BEGIN INPUT

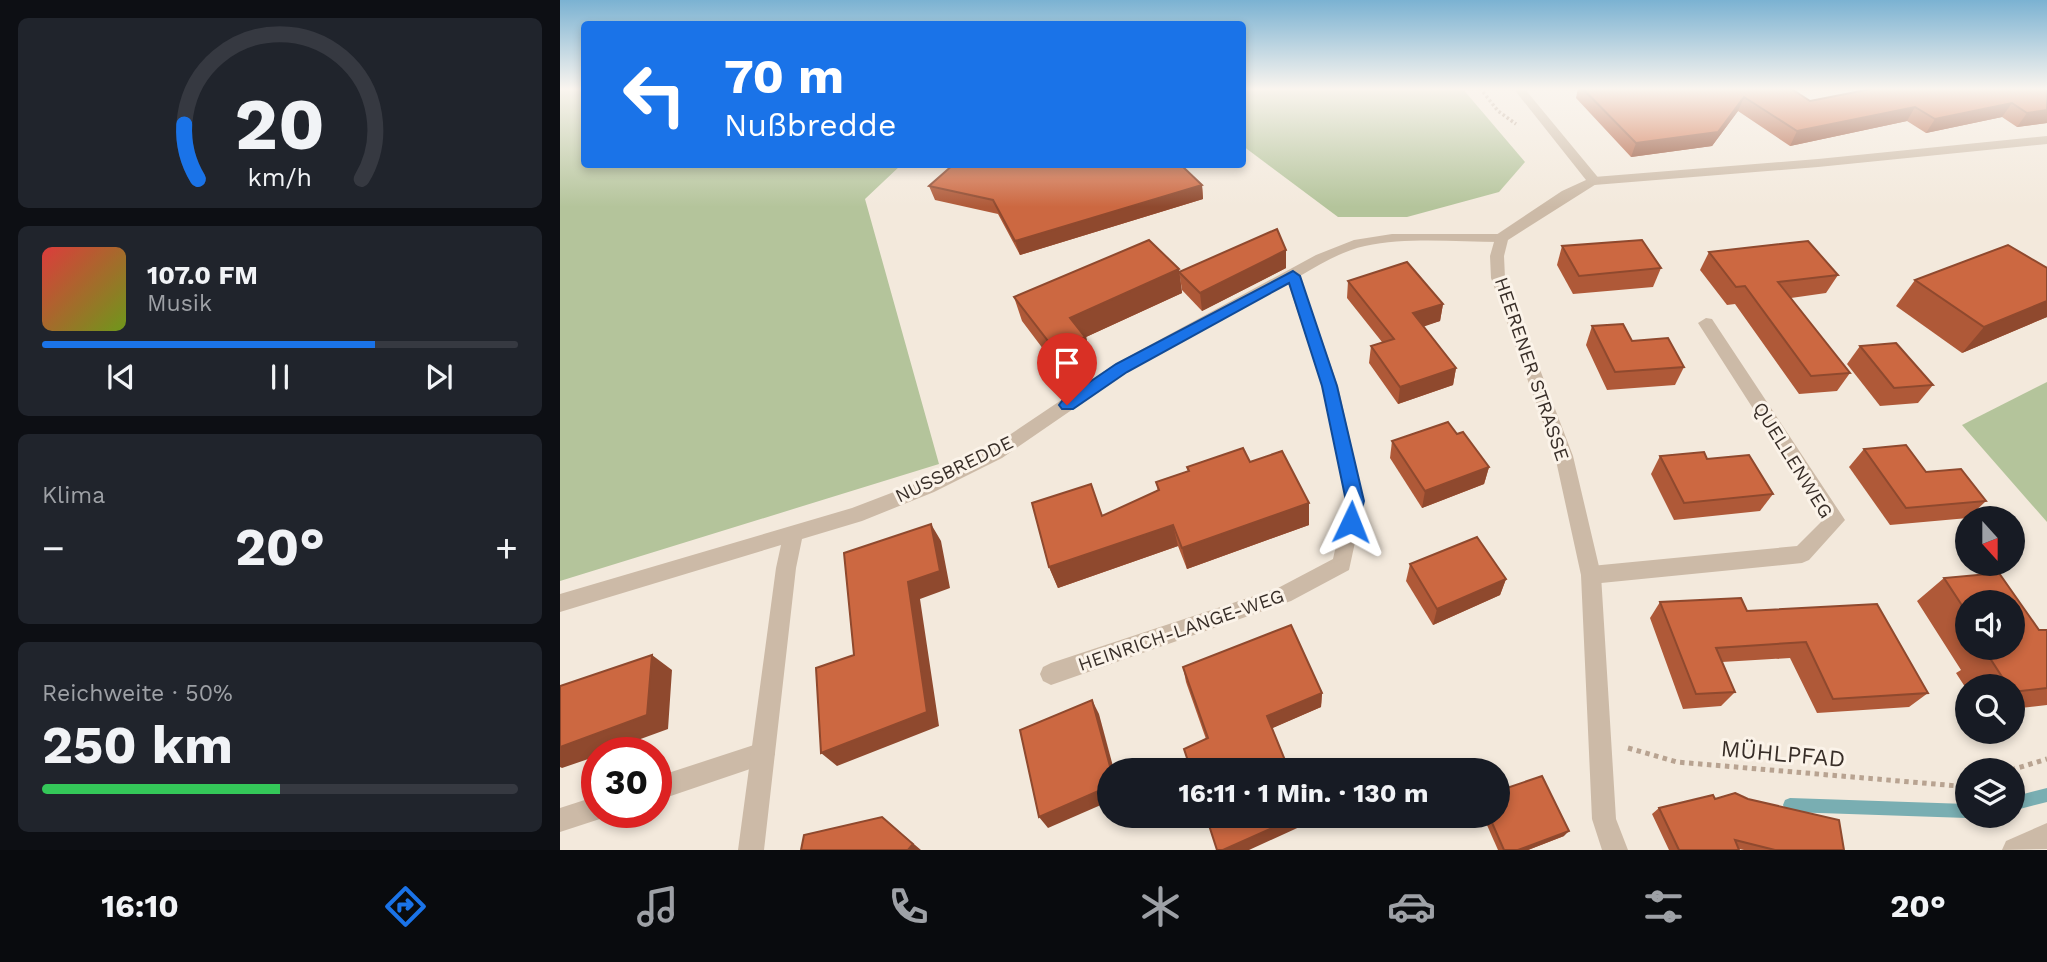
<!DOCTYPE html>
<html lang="de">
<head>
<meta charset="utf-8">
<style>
	body { margin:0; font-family:"Work Sans",sans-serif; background:#20242c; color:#f1f3f6; height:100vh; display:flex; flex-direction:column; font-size:26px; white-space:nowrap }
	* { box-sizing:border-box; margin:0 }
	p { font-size:23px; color:#9ea1a6 }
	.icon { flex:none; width:38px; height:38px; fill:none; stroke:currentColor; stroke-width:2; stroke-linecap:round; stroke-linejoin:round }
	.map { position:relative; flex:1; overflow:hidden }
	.details { display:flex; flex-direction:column; gap:18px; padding:18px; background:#0d0f14; width:560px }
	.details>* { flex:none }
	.banner { position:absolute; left:21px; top:21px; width:665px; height:147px; border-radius:7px; box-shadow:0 4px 10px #0003; background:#1a73e8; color:#fff; overflow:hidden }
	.needle { width:46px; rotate:159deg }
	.buttons { position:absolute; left:1395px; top:506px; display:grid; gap:14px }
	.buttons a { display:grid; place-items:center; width:70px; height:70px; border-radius:50%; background:#171b24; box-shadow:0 4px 10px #0003; font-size:35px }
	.speed { position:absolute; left:21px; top:737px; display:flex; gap:14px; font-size:35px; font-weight:700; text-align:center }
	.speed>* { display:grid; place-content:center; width:91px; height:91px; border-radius:50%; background:#171b24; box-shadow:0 4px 10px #0003; line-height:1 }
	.speed .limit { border:10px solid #d22; background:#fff; color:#111 }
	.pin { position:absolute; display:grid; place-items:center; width:60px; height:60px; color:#fff; margin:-72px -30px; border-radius:50% 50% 50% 0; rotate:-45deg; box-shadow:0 0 7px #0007 }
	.pin .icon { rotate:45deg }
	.me { position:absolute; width:77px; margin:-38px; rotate:2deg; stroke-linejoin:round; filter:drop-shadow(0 0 5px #0008) }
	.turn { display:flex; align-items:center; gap:24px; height:147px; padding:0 28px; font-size:32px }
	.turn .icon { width:91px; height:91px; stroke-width:2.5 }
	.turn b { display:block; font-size:49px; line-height:60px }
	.big { font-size:52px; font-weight:700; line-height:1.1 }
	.details .card { flex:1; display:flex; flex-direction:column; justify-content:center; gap:10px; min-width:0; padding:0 24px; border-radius:10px; background:#20242c }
	.details .dial { align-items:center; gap:0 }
	.dial svg { height:182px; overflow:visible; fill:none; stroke:#363941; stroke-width:7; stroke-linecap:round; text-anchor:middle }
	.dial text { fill:#f1f3f6; stroke:none }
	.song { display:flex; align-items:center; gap:21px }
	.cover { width:84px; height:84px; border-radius:10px; background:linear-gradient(135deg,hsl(0 70% 55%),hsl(80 70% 35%)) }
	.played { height:7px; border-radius:4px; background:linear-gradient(90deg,#1a73e8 70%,#363941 70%) }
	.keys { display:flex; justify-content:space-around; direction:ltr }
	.heat { display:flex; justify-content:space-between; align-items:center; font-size:38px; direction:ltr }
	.charge { height:10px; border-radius:5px; background:linear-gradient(90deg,#34c759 50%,#363941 0) }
	.trip { position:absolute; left:537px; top:758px; width:413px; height:70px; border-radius:35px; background:#171b24; box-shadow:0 4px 10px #0003; font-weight:700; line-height:70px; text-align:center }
	.menu { display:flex; height:112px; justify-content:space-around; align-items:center; background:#090b0e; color:#9ea1a6 }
	.menu .icon { width:49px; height:49px }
	.menu .active { color:#1a73e8 }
	.menu b { font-size:32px; color:#f1f3f6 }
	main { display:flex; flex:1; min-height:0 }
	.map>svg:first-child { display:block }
	.green { fill:#b4c49b }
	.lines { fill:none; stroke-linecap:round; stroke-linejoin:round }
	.stream { fill:#79aeb2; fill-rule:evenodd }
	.path-far1 { stroke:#b8a391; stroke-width:3.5; stroke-dasharray:2.5 2.5; stroke-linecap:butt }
	.path { stroke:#b8a391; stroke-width:5; stroke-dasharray:4.5 4.5; stroke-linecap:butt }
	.service { fill:#ccbaa7; fill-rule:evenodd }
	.minor { fill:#ccbaa7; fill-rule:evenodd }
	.tertiary { fill:#ccbaa7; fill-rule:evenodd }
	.wall { fill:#af5938; fill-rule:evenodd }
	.shaded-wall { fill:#8f492e }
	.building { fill:#cc6841; stroke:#8f492e; stroke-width:2 }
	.route { fill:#1a73e8; stroke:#114b97; stroke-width:2 }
	.labels { text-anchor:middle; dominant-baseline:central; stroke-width:6; stroke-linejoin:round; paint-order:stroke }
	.street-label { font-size:19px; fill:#382e28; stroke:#fbf3e9 }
	.near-street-label { font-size:23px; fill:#382e28; stroke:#fbf3e9 }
</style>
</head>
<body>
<main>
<section class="details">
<div class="card dial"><svg viewBox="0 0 100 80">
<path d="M14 69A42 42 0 1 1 86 69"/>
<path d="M14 69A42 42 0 0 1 8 45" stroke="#1a73e8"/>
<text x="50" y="56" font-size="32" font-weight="700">20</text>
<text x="50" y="72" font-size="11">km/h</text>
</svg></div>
<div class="card">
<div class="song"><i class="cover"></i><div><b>107.0 FM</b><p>Musik</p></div></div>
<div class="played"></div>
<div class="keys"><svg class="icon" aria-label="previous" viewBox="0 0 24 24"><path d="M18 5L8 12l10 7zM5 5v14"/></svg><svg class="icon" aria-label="pause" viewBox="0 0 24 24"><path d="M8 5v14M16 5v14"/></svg><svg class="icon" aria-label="next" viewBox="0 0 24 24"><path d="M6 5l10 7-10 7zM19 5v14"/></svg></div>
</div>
<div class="card"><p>Klima</p>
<div class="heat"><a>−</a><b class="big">20°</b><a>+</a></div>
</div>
<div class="card"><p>Reichweite · 50%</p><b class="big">250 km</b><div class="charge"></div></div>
</section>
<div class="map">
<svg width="1487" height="850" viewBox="0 0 1487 850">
	<rect width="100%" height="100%" fill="#f3e9dc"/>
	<!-- green -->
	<g class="green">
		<path d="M0 88H24V164L341 165 305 199 379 464 0 581Z"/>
		<path d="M682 88H902L965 162 939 192 847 217H778L683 146Z"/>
		<path d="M1487 382V522L1402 425Z"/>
	</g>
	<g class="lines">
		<!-- stream -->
		<g class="stream">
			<path d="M1487 788V802L1452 811V797Z"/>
			<path d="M1230 798 1407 804V816H1413L1407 818 1230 812 1225 810 1223 805 1225 800Z"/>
		</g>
		<!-- path-far1 -->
		<path class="path-far1" d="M920 88 938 111 956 124"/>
		<!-- path -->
		<g class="path">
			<path d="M1068 748 1117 762 1398 786 1407 783"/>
			<path d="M1451 770 1487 759"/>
		</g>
		<!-- service -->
		<g class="service">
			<path d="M203 742 211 746 215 754 211 762 96 801V777Z"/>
			<path d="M37 796V812H48L46 817 0 832V808Z"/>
			<path d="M1487 823V849L1442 850 1446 841Z"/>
		</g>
		<!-- minor -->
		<g class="minor">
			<path d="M1487 136V144L1258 167 1034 185 1027 181 1034 177 1258 159Z"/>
			<path d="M832 234H941L948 238 941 242C896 242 848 237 805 246 782 251 760 264 740 276L778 386 804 501 789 570 731 601 491 685 483 681 480 674 483 667 491 663 718 588 773 559 786 501 762 386 728 283 567 372 442 458 374 492 302 521 242 539 236 568 204 850H178L216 568 221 545 0 612V594L292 508 360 482 430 448 555 364 756 255 794 240Z"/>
			<path d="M1146 318 1152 319 1285 520 1249 560 1242 563 1031 584 1024 581 1021 575 1024 569 1031 566 1237 546 1264 519 1138 323Z"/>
		</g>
		<!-- tertiary -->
		<path class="tertiary" d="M953 88H964L1041 181 948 240 944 256 945 278 1013 456 1041 575 1056 819 1068 850H1042L1032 819 1021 575 995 456 931 278 930 256 936 235 1002 191 1026 180Z"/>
	</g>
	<!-- wall -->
	<g class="wall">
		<path d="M1018 88H1230L1250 101 1487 88V123L1457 127 1442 117 1366 133 1347 121 1230 146 1178 111 1152 146 1071 157 1016 98Z"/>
		<path d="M642 185 643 199 460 255 438 214 375 200 369 186Z"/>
		<path d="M1002 246 1101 268 1093 287 1013 294 997 265Z"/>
		<path d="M1149 252 1278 275 1266 293 1231 298 1290 373 1277 391 1239 394 1175 304 1167 305 1140 270Z"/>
		<path d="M726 268 642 311 622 290 619 272Z"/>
		<path d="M1487 268V317L1402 353 1336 306 1355 280Z"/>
		<path d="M619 269 622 293 526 337 532 360 502 374 462 321 454 297Z"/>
		<path d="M788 281 883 304 880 321 863 326 896 368 893 385 838 404 809 363 811 346 822 342 787 298Z"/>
		<path d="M1032 326 1072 341 1124 367 1115 385 1047 390 1026 345Z"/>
		<path d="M1300 346 1373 385 1358 403 1320 406 1287 364Z"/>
		<path d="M832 441 929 467 924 484 862 508 830 458Z"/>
		<path d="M1304 449 1366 472 1426 501 1408 518 1330 525 1289 467Z"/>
		<path d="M1100 456 1147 459 1213 494 1200 511 1114 520 1091 474Z"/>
		<path d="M690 462 749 525 627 569 618 546 498 588 489 567 598 491 596 482 628 471 627 467Z"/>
		<path d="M850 564 946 579 940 595 873 625 846 581Z"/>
		<path d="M1384 578 1479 630H1487V705L1452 709V686H1407V690L1396 673 1401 670 1357 601ZM1407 602 1452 648H1407Z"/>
		<path d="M1100 602 1187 611 1368 693 1349 707 1257 713 1230 658 1162 662 1175 692 1161 706 1123 709 1090 618Z"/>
		<path d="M623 667 762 693 761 707 712 728 646 739 626 682Z"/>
		<path d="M1155 799 1284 850H1184L1179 849V850H1109L1092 814 1099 808Z"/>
		<path d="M923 816H938L1004 836 968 850H938Z"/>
	</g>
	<!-- shaded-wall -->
	<g class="shaded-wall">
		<path d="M1184 97 1178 111 1152 146 1071 157 1076 143Z"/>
		<path d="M1452 103 1442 117 1366 133 1375 119Z"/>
		<path d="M1355 107 1347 121 1230 146 1237 131Z"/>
		<path d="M1487 110V123L1457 127 1467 113Z"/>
		<path d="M642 185 643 199 460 255 455 241Z"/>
		<path d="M726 250V268L642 311 640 293Z"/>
		<path d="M619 269 622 293 526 337 532 360 502 374 495 350 510 318Z"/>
		<path d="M1487 301V317L1402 353 1424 327Z"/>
		<path d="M883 304 880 321 851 331 853 313Z"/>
		<path d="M896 368 893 385 838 404 840 387Z"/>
		<path d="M929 467 924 484 862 508 865 491Z"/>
		<path d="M749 503V525L627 569 622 548Z"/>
		<path d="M371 524 381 541 390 588 360 599 379 726 277 766 261 753Z"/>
		<path d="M613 525 618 546 498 588 489 567Z"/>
		<path d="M946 579 940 595 873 625 877 609Z"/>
		<path d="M92 655 112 670 108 729 45 752H37V756L2 768 0 767V747Z"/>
		<path d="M762 693 761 707 708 730 707 716Z"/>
		<path d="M532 700 539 714 554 770H551Z"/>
		<path d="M550 786V801L488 828 479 817Z"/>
		<path d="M739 816H746V824L689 850H663Z"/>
		<path d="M322 817 336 829 361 850H348Z"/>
		<path d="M1009 831 1004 836 968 850H958Z"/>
	</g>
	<!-- building -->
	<g class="building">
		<path d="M1022 88H1230L1250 101 1316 88H1487V110L1467 113 1452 103 1375 119 1355 107 1237 131 1184 97 1158 132 1076 143Z"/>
		<path d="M394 164H620L642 185 455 241 433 200 369 186Z"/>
		<path d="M717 229 726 250 640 293 619 272Z"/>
		<path d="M589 240 619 269 510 318 525 337 495 350 454 297Z"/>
		<path d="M1082 240 1101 268 1019 276 1002 246Z"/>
		<path d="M1248 241 1278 275 1218 282 1290 373 1251 376 1185 286 1176 287 1149 252Z"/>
		<path d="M1448 245 1487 268V301L1424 327 1355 280Z"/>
		<path d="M847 262 883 304 853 313 896 368 840 387 811 346 834 339 788 281Z"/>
		<path d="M1063 324 1072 341 1108 338 1124 367 1055 372 1032 326Z"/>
		<path d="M1336 343 1373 385 1334 388 1300 346Z"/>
		<path d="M888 422 897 434 903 432 929 467 865 491 832 441Z"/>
		<path d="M1346 445 1366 472 1401 469 1426 501 1346 508 1304 449Z"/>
		<path d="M683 448 690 462 722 451 749 503 622 548 613 525 489 567 472 503 531 484 542 516 599 490 596 482 629 471 627 467Z"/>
		<path d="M1144 452 1147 459 1189 455 1213 494 1124 503 1100 456Z"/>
		<path d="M371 524 380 571 348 582 367 712 261 753 256 668 294 655 284 553Z"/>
		<path d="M917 537 946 579 877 609 850 564Z"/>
		<path d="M1439 573 1479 630H1487V688L1452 692V686H1448L1426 652 1432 651 1430 648H1452V602H1407V613L1384 578Z"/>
		<path d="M1181 598 1187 611 1317 604 1368 693 1273 699 1246 642 1156 648 1175 692 1136 694 1100 602Z"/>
		<path d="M731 625 762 693 707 716 729 770H631L624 749 648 738 623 667Z"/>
		<path d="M92 655 87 715 0 747V686Z"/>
		<path d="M532 700 551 770H550V786L479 817 460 730Z"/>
		<path d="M982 776 1009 831 958 850H944L929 816H938V791Z"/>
		<path d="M1175 793 1188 799 1279 820 1284 850H1215L1175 840 1179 850H1119L1099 808 1153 795 1155 799Z"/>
		<path d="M646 816H739L663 850H657Z"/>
		<path d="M322 817 353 844 348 850H241L244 835Z"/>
	</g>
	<!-- sky -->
	<linearGradient id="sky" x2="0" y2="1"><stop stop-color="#7bb2d2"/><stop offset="0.43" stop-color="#faf5ef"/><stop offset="1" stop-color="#faf5ef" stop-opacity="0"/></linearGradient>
	<rect width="1487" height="207" fill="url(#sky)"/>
	<!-- route -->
	<path class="route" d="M733 271 740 276 777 386 804 501 797 527 791 529 784 527 782 522 786 501 762 386 729 283 567 372 513 409H502L499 405 502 401 556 364Z"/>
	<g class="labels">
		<!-- street labels -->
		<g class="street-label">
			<text transform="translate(972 369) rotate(71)">HEERENER STRASSE</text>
			<text transform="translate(1233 460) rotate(58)">QUELLENWEG</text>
			<text transform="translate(394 469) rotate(-26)">NUSSBREDDE</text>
			<text transform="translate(621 630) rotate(-19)">HEINRICH-LANGE-WEG</text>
		</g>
		<!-- near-street labels -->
		<g class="near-street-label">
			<text transform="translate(1223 754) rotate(5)">MÜHLPFAD</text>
		</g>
	</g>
</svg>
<div class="buttons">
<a><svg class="needle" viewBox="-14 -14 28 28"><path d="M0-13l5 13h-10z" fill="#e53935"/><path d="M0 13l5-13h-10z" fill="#9ea1a6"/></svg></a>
<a><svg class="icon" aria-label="sound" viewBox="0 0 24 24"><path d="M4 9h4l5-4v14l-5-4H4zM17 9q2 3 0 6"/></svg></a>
<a><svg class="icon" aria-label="search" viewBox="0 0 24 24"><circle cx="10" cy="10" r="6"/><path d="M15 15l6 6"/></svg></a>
<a><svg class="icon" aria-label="layers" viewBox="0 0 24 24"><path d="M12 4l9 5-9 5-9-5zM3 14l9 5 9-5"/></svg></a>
</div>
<div class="speed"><div class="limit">30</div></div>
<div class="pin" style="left:507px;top:405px;background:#d93025"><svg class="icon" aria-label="arrive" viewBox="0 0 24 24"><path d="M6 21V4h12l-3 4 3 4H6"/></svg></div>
<svg class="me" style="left:791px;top:522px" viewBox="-20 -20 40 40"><path d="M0-17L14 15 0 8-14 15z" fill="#1a73e8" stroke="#fff" stroke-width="4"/></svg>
<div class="trip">16:11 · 1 Min. · 130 m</div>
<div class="banner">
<div class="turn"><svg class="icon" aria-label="left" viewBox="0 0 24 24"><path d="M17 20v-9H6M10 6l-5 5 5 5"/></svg><div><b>70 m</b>Nußbredde</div></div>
</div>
</div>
</main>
<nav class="menu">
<b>16:10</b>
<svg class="icon active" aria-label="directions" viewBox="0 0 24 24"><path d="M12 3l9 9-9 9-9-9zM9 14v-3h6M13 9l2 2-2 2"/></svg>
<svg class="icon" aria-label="music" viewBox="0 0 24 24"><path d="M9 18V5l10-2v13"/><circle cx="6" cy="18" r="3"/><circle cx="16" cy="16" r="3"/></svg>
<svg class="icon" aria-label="phone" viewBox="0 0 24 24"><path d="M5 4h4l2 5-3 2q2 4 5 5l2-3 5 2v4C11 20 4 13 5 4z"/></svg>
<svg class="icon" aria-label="climate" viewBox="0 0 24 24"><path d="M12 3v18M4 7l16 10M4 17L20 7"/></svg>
<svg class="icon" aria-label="car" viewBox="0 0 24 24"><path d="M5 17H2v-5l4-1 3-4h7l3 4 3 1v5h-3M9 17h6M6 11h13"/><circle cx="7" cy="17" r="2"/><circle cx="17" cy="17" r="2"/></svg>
<svg class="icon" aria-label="filters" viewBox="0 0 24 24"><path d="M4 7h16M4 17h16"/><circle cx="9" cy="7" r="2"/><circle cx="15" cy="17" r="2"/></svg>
<b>20°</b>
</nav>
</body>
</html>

END INPUT

TASK STATEMENT :: Count how many lines in the data above hold "played", and give that number by itself.

RESPONSE :: 2